# Exercise:
Give back, word for word, only the lines from the opening of the records through the one with "solid #fff;border-radius:50%;background:#1a73e8;box-shadow:0 0". Pictures stay out.

Collected data entries:
____

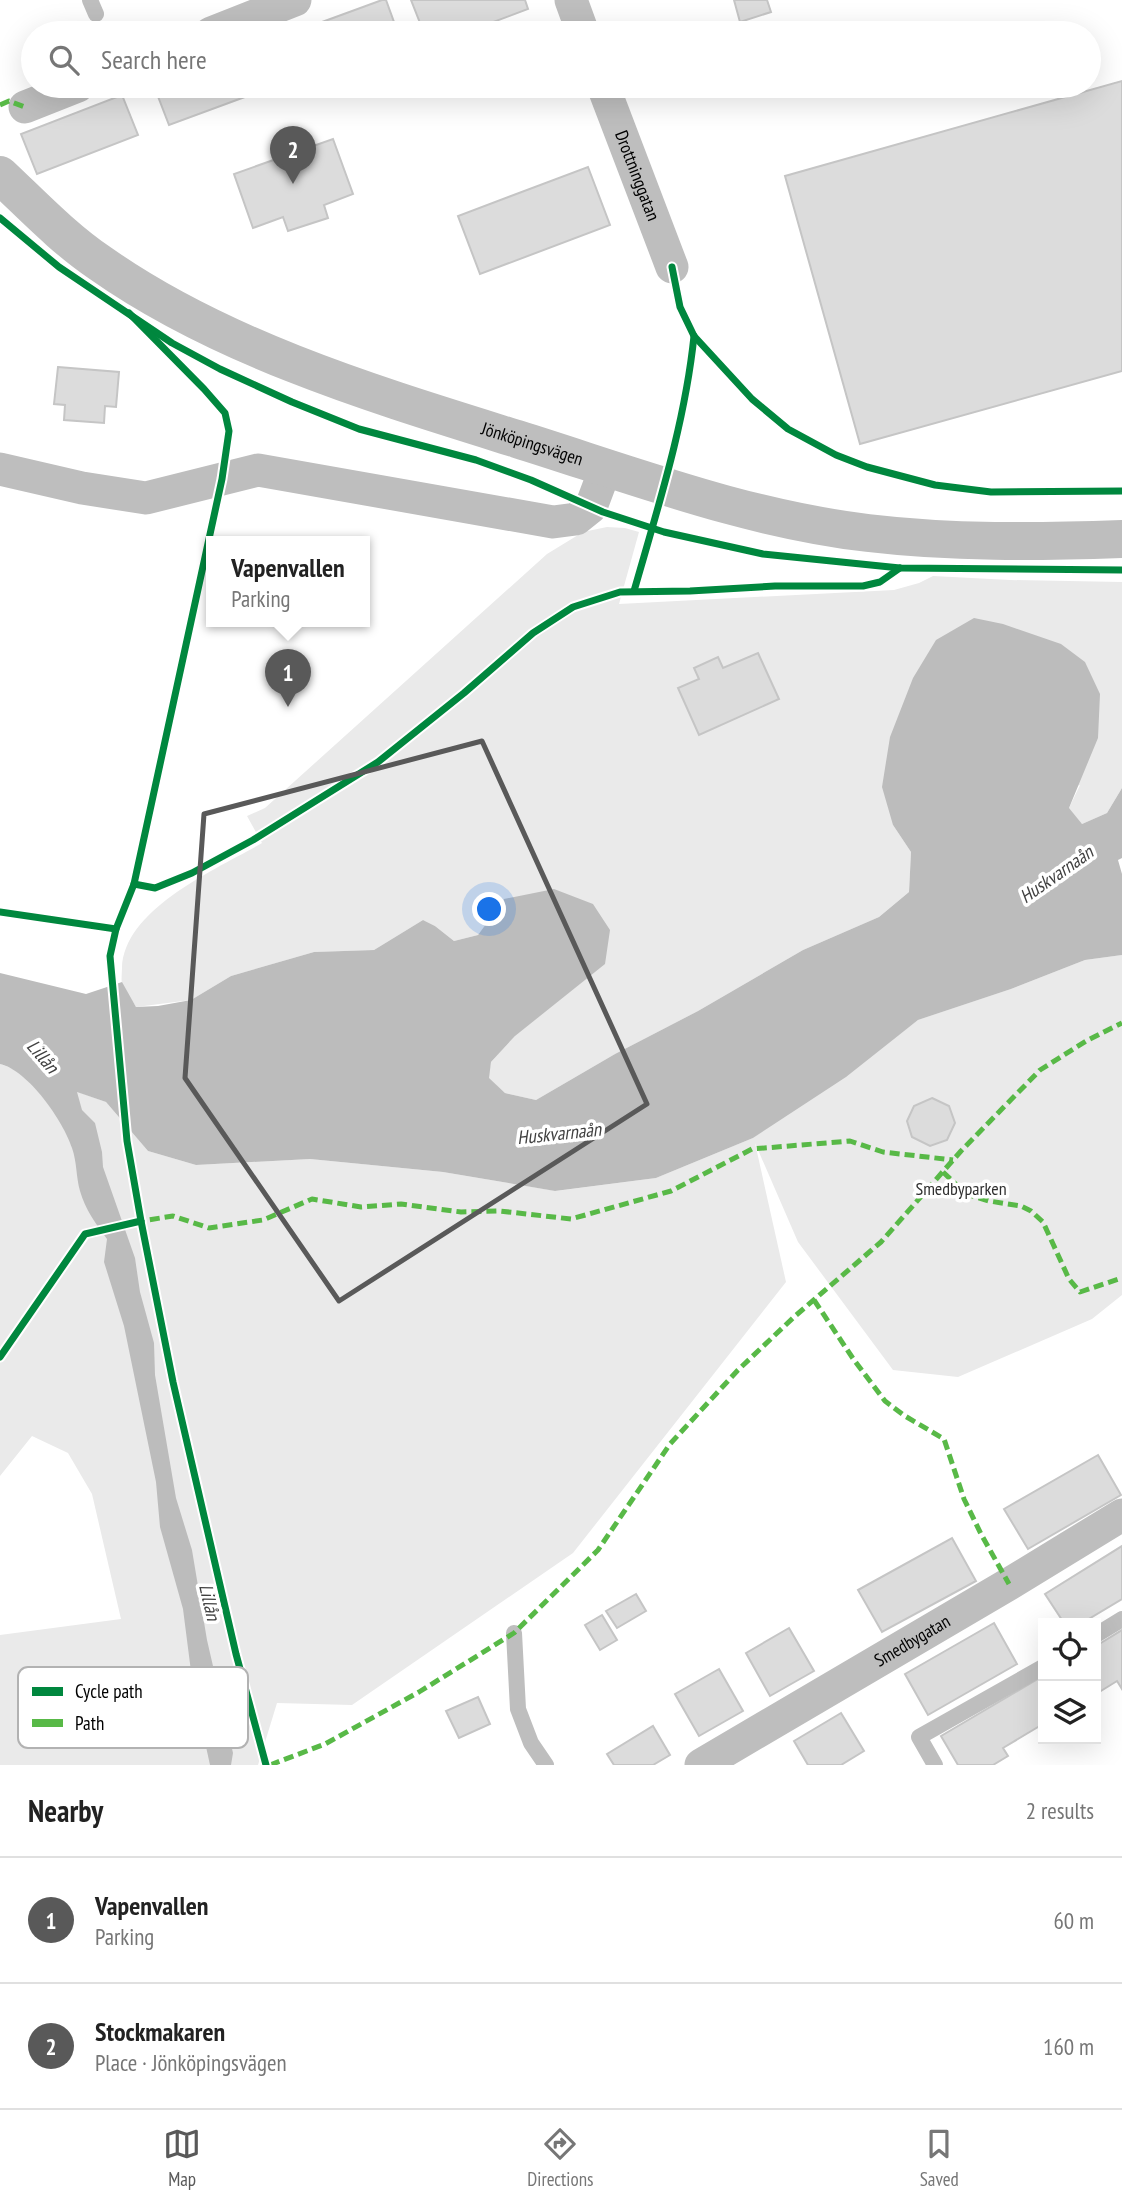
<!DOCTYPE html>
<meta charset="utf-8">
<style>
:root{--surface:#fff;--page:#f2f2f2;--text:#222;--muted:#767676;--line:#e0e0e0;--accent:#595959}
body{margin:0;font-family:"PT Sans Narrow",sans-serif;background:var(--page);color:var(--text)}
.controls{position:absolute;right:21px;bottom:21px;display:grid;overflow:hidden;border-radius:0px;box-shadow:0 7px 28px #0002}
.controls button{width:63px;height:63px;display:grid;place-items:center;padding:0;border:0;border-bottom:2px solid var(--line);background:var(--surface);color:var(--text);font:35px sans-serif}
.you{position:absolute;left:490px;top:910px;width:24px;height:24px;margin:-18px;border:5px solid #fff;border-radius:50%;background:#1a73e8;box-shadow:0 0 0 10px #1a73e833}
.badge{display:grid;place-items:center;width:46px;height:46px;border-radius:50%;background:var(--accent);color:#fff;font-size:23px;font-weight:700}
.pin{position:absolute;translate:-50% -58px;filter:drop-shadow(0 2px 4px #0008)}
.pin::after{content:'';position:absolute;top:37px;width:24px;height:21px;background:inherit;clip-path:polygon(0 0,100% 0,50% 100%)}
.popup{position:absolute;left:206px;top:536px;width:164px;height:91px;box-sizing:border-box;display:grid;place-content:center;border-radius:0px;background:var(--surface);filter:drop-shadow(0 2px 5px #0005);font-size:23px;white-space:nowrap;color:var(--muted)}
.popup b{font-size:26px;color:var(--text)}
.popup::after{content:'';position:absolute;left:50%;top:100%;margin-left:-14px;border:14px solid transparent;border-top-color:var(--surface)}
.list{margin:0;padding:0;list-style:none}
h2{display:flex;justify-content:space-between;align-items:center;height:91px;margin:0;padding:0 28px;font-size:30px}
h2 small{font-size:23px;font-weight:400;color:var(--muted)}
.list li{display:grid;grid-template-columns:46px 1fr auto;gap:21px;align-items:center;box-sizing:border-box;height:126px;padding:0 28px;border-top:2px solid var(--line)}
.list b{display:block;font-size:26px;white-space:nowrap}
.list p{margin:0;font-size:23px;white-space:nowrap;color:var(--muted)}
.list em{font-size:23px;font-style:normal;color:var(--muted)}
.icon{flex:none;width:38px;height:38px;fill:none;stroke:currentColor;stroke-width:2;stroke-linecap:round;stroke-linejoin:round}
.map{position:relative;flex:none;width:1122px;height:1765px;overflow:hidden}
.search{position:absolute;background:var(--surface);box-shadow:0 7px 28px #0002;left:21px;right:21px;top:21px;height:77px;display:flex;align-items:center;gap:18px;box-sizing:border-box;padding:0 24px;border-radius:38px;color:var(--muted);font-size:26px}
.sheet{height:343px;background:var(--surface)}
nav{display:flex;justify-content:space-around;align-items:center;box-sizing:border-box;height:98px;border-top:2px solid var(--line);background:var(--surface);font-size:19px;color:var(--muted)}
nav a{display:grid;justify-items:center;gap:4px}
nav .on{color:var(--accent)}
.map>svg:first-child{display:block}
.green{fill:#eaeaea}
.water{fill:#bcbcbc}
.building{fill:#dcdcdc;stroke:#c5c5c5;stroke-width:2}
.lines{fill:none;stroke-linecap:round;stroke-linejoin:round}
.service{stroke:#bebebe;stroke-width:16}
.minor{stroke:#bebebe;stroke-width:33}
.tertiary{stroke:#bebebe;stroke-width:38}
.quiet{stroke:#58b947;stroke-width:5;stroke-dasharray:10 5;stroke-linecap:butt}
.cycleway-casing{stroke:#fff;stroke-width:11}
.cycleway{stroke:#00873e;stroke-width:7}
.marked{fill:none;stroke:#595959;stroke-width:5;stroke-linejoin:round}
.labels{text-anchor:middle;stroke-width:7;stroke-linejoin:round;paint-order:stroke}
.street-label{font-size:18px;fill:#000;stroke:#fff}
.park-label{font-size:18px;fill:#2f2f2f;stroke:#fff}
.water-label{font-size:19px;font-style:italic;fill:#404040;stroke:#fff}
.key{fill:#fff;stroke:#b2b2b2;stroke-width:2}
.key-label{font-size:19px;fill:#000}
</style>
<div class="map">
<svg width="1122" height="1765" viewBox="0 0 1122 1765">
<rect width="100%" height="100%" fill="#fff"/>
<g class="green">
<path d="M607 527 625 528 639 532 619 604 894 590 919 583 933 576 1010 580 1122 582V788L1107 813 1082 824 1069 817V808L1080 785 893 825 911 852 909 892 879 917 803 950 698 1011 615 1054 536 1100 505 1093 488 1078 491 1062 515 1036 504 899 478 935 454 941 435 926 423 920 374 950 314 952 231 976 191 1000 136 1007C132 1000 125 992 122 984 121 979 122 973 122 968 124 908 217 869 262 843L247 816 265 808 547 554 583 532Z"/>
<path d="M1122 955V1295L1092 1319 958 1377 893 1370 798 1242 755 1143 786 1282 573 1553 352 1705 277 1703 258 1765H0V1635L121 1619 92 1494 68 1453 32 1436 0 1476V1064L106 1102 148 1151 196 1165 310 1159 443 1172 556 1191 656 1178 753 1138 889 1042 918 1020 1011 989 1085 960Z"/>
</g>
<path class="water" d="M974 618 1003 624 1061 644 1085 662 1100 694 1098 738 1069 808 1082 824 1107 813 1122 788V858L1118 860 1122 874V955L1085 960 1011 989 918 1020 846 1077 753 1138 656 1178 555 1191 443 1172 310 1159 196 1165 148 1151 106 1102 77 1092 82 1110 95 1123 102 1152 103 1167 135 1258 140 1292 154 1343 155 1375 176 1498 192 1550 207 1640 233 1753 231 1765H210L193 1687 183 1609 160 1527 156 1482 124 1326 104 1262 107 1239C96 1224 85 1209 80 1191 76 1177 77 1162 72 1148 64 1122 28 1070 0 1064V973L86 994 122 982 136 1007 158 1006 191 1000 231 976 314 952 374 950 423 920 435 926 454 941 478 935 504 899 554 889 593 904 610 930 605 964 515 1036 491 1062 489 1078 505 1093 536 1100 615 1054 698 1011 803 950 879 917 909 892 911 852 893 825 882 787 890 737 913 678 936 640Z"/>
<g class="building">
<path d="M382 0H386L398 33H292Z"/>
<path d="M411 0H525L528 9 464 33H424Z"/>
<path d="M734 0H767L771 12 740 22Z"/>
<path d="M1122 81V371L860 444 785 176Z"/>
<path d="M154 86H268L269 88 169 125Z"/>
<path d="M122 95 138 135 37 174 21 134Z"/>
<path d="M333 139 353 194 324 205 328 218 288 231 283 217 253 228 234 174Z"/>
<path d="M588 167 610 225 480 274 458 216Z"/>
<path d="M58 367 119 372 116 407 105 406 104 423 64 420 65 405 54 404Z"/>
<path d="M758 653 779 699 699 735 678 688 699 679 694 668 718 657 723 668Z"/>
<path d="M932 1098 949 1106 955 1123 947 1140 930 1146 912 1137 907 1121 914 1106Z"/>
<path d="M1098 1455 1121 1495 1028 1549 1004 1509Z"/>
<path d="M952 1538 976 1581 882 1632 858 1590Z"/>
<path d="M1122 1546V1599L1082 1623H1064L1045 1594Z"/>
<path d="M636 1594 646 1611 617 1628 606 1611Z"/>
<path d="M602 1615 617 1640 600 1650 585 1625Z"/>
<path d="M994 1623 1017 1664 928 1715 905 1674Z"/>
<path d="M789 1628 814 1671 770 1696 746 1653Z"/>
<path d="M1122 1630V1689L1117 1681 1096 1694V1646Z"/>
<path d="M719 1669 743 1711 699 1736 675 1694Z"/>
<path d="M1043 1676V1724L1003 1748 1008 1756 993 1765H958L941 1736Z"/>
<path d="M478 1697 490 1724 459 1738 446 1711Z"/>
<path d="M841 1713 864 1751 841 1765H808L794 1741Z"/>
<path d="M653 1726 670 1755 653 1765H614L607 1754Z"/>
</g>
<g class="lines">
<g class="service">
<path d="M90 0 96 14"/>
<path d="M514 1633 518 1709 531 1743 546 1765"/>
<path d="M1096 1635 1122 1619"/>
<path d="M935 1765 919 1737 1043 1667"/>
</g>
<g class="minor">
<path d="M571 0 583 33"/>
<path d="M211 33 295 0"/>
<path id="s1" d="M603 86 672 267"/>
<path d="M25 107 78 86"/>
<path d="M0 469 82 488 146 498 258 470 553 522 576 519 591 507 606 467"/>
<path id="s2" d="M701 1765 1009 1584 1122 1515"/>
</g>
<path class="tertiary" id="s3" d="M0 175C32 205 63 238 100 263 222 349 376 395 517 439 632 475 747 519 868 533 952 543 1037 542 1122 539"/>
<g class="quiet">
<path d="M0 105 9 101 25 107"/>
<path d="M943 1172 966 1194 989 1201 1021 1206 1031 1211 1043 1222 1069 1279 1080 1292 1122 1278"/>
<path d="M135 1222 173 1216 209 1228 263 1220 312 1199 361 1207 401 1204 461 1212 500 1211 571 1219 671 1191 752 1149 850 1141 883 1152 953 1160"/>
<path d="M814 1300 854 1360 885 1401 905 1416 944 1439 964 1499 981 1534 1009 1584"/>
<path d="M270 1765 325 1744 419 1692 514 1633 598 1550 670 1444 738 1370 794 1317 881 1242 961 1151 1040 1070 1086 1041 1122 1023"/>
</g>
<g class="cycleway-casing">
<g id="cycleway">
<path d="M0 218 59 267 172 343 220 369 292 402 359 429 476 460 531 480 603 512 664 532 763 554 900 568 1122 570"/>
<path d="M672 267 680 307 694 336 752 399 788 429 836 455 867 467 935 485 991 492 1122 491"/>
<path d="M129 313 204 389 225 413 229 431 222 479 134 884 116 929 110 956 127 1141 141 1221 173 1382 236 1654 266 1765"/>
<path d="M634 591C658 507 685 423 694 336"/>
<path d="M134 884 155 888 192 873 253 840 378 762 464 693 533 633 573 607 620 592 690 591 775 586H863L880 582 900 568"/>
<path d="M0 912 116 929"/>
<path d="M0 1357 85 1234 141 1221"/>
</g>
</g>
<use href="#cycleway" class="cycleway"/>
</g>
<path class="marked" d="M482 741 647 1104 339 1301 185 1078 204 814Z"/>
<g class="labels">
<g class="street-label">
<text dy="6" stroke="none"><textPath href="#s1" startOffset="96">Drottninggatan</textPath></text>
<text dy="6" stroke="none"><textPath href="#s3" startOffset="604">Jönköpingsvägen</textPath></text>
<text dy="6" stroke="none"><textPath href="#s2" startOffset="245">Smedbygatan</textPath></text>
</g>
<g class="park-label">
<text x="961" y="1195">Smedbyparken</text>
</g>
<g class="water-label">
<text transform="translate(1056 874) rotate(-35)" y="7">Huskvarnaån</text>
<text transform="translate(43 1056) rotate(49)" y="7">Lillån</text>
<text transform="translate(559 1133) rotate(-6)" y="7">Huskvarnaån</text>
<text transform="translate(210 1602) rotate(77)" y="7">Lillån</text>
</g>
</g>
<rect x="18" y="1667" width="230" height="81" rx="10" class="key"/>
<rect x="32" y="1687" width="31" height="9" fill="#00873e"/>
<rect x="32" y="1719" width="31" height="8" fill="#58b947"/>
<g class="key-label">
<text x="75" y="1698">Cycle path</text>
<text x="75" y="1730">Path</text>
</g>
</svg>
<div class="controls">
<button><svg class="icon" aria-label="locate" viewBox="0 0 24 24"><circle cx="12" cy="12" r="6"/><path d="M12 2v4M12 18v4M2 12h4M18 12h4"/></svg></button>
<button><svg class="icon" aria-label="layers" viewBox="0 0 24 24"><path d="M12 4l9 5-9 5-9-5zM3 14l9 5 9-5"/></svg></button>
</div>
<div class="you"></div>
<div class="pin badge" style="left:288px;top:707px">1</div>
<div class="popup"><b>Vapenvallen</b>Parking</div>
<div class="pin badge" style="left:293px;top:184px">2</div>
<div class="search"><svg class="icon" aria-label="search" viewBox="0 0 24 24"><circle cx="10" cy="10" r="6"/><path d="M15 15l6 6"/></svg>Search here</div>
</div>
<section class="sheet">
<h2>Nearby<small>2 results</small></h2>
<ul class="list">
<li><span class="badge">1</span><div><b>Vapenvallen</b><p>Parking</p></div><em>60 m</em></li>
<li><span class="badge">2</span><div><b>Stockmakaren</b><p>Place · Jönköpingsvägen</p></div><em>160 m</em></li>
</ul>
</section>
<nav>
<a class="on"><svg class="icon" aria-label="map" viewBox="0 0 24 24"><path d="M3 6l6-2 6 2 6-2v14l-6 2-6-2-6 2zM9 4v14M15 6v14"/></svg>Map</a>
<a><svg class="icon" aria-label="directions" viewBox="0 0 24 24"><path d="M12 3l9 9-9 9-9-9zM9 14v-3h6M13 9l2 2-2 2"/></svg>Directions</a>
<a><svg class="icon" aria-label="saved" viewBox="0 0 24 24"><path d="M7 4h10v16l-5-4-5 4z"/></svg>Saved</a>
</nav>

____

# Response area:
<!DOCTYPE html>
<meta charset="utf-8">
<style>
:root{--surface:#fff;--page:#f2f2f2;--text:#222;--muted:#767676;--line:#e0e0e0;--accent:#595959}
body{margin:0;font-family:"PT Sans Narrow",sans-serif;background:var(--page);color:var(--text)}
.controls{position:absolute;right:21px;bottom:21px;display:grid;overflow:hidden;border-radius:0px;box-shadow:0 7px 28px #0002}
.controls button{width:63px;height:63px;display:grid;place-items:center;padding:0;border:0;border-bottom:2px solid var(--line);background:var(--surface);color:var(--text);font:35px sans-serif}
.you{position:absolute;left:490px;top:910px;width:24px;height:24px;margin:-18px;border:5px solid #fff;border-radius:50%;background:#1a73e8;box-shadow:0 0 0 10px #1a73e833}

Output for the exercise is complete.